J’aime ce film, j’en suis fière, fière de sa persistance et du nombre de gens qui continuent de me témoigner à quel point cela les a touchés, mais j’ai comme l’impression que plus rien n’a existé depuis, que je n’existe plus depuis 2002. J’ai parfois l’impression que je ne sortirai jamais de Dans ma peau, qu’on m’enfermera toujours dedans. J’aime qu’on continue de célébrer cette réussite, j’ai l’impression que ce faisant on estime que j’ai eu du talent, mais c’est comme si on ne me laissait pas continuer à l’exprimer. C’est vrai que je me suis faite rare au cinéma, mes projets sont arrêtés les uns après les autres. J’ai dû enterrer vingt ou vingt-cinq scénarios, j’ai eu quatre projets de films annulés à la suite, d’où mon sentiment ambivalent. C’est d’ailleurs pour ça qu’entre-temps je fais des bouquins (rires). Mais au-delà de ce paradoxe, je suis contente et c’est ce sentiment-là qui domine malgré tout.

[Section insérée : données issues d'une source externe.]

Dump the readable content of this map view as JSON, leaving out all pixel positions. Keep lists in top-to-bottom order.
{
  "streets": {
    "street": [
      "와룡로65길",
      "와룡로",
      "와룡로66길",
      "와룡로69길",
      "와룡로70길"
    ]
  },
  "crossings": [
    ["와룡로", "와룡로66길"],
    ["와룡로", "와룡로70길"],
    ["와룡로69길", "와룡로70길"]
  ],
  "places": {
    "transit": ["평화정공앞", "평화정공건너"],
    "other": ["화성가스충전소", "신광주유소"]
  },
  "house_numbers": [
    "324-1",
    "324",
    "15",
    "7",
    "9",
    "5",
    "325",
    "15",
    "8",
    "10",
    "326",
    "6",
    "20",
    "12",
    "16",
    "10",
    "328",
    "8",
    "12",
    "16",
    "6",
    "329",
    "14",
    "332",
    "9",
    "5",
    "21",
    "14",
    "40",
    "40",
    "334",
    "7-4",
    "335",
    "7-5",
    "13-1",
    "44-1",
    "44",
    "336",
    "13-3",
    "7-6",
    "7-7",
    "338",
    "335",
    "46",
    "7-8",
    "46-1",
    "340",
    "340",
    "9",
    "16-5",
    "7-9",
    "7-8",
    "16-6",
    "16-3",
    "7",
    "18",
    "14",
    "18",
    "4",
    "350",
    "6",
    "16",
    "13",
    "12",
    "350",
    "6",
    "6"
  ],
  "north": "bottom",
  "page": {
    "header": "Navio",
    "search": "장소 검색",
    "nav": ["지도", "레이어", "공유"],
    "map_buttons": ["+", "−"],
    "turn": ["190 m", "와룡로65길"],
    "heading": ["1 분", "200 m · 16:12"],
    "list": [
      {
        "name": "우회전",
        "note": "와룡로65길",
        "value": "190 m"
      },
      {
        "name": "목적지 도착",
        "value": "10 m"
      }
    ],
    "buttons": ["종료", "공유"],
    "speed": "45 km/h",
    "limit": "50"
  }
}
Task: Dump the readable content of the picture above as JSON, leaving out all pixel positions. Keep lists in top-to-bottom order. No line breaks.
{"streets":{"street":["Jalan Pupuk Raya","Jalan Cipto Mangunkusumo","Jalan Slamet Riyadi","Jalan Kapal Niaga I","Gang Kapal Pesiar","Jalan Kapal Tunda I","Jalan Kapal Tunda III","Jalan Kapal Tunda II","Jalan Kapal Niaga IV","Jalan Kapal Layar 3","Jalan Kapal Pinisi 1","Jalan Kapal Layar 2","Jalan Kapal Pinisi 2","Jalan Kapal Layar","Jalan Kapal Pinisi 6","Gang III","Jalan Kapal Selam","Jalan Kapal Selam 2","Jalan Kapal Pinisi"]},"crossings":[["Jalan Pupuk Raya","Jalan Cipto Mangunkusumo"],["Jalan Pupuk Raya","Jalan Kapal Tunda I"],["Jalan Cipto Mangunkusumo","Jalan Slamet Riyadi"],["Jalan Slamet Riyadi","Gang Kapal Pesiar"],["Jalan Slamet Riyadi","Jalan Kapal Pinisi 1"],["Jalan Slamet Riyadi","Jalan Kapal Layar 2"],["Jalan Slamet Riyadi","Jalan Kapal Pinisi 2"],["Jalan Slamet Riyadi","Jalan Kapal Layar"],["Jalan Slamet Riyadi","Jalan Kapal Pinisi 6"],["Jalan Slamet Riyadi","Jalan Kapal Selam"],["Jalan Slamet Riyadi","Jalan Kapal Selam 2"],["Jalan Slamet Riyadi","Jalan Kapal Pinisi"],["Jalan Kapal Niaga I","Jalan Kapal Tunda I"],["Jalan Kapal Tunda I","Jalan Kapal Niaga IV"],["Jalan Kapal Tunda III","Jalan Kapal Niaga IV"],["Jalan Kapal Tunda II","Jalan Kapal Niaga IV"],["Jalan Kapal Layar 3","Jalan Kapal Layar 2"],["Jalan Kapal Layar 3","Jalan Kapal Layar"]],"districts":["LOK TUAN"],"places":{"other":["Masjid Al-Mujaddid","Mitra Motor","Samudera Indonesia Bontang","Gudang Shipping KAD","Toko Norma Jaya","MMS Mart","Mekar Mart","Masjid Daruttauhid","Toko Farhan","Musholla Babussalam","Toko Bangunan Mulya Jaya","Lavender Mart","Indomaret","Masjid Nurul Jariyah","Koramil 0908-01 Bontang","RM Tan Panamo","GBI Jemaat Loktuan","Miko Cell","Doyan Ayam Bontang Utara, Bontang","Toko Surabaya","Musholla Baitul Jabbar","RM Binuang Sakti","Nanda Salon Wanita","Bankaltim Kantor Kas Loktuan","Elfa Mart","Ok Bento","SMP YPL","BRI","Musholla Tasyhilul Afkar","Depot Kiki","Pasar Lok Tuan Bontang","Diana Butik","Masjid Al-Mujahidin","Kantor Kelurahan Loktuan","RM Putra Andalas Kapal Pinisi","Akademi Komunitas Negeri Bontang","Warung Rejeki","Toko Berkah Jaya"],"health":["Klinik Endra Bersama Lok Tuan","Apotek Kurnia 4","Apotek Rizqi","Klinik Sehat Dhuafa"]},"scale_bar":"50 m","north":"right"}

Allez-vous profiter de cette réédition pour le revoir ?
Non, toujours pas. En plus, je ne pourrai pas supporter de revoir le visage de mes trente ans.
Il y a deux ans on a pu vous revoir en tant qu’actrice dans le court métrage La Vedova nera…
Mais on n’y voit pas ma tête ! Vous m’avez reconnue ? J’ai vu le film et je me suis dit que le réalisateur avait perdu son fric en m’engageant moi plutôt qu’une inconnue vu qu’on me distingue à peine, mais tant mieux pour moi (rires). C’était un tournage très sympa, avec des gens très agréables, c’était un super bon moment. J’aime beaucoup jouer et je regrette de ne pas avoir davantage l’occasion de le faire. Ces dernières années j’ai réalisé des autofictions, je m’y suis filmée moi-même et j’y joue le rôle principal. Ces films vont sortir en 2026, en tout cas le premier, intitulé Ma nudité ne sert à rien. Cela raconte la solitude d’une femme vieillissante, et j’y suis plutôt nue (rires). La suite, intitulée Tous comptes faits, explorera d’autres thématiques mais toujours sur la base de l’autofiction. Comme on ne me filme pas, je me suis filmée moi-même et j’ai fait ces deux films en dehors de tout circuit financier traditionnel, c’est pour cela que ça a pris du temps de les sortir.

J’ai vu Ma nudité ne sert à rien en festival. Sans vouloir bien sûr participer à réduire votre œuvre à Dans ma peau, il y a plusieurs points communs entre les deux films, bien qu’il s’agisse là d’un travail quasi documentaire.
J’admets tout à fait que tout ce que je fais est soit autobiographique, soit transposé, il n’y a pas d’exception. Dans ma peau a été le début de mon mode d’expression qui consiste à utiliser la seule matière que je connaisse : mon corps, mon intériorité, pour raconter ce que je ressens intérieurement. Ma manière de travailler c’est de prendre pour guide mes vraies émotions, encore davantage que mes pensées, et de tisser une histoire autour d’elles. Dans Ma nudité ne sert à rien, il y a une voix off qui fait qu’on comprend directement ce qui se passe dans ma tête, et c’est vrai qu’il s’agit quasiment d’un documentaire. Quelques scènes du film sont des reconstitutions, comme les scènes de sexe bien évidemment et la scène où je suis des personnes à l’hôtel, je n’ai bien sûr jamais fait ça de ma vie (rires).
J’ai fait ce film souvent seule, avec une toute petite caméra et ça n’était pas évident. Je commençais par fixer un cadre dans lequel j’essayais de me glisser, mais comme je n’avais pas de repère il y a certaines images où j’apparais toute coupée. Je suis contente d’avoir réussi à capter ce qu’a fait ma chatte lorsqu’elle fait ses griffes sur mes fesses car c’est la toute dernière fois qu’elle l’a fait. Je m’étais mise exprès en position sur le ventre pour être certaine qu’elle vienne, et à partir du moment où j’ai filmé ça, elle ne l’a plus jamais refait de sa vie.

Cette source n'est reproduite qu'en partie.